Zemské desky (Landtafel; in old Czech, always desky zemské, literal translation, "Land tables") is old Czech source of law. It is predecessor of land registry for real estates owned under allodial title (hereditary estates). Also resolutions of Diets, rulings of the Land (supreme) Court and other general legal rules were recorded there.

They were held in a kind of special, quasi-reverent regard and were referred to as the "witness which cannot be prevailed upon." Access to them was extremely limited.
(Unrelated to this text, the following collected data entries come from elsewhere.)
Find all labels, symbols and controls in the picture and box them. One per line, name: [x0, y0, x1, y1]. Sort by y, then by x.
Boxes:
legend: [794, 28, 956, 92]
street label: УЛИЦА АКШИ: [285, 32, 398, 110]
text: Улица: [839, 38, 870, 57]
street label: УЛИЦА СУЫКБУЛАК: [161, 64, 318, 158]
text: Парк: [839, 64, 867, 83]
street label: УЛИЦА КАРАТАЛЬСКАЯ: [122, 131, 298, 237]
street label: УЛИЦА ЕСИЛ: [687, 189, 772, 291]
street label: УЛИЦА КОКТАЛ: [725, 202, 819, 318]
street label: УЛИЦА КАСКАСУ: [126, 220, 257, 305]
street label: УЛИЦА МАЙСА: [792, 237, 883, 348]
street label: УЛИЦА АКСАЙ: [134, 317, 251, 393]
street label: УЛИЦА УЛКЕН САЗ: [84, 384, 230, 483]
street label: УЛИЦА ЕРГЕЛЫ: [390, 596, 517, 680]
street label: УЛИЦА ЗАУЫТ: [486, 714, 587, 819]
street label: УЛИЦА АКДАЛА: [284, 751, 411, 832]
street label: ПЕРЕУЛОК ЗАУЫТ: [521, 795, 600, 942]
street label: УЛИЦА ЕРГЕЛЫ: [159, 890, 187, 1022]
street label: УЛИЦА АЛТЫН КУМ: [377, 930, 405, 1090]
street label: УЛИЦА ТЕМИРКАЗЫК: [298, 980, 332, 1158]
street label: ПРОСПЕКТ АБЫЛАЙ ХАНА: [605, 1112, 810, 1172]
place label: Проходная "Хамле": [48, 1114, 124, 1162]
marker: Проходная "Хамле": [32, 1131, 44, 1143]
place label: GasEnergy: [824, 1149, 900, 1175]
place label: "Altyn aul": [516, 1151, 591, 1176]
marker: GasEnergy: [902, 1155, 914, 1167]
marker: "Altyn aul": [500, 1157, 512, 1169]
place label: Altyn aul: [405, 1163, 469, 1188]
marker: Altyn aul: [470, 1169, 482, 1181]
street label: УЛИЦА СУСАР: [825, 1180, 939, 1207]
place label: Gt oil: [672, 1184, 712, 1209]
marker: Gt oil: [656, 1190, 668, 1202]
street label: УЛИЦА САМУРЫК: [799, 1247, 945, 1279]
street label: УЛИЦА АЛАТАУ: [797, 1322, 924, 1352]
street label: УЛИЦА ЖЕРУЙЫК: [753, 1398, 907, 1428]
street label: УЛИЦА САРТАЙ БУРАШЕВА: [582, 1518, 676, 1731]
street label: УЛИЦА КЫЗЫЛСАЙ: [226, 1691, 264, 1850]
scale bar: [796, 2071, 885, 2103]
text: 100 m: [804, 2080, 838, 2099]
During sessions of the Land Court, when used as evidence, they were not brought into the main hall but read from a special balcony. The officer responsible for them was the Lord High Scribe of Bohemia, a member of the gentry. They were not compiled as one book per year, but rather filled record after record in a single volume to avoid wasting paper. Instead of being numbered, the books were hand-painted with distinct symbols and referred to by the color associated with each symbol, such as the Book of the Color of Death or Book of the Color of Parrot.

In Bohemia, the records were kept from before 1278, but nearly all were destroyed in the Great Fire of Prague on 2 June 1541. The only surviving volume covers the years 1316 to 1324. Since 1541, the Bohemian tables have been preserved. Moravian tables go uninterruptedly from their founding in 1348. During reign of Francis II (1795) they were numbered and the practice of colors and poetical names stopped. They ceased to be used for recording in the year 1948, as a source of law in rare cases serve up today.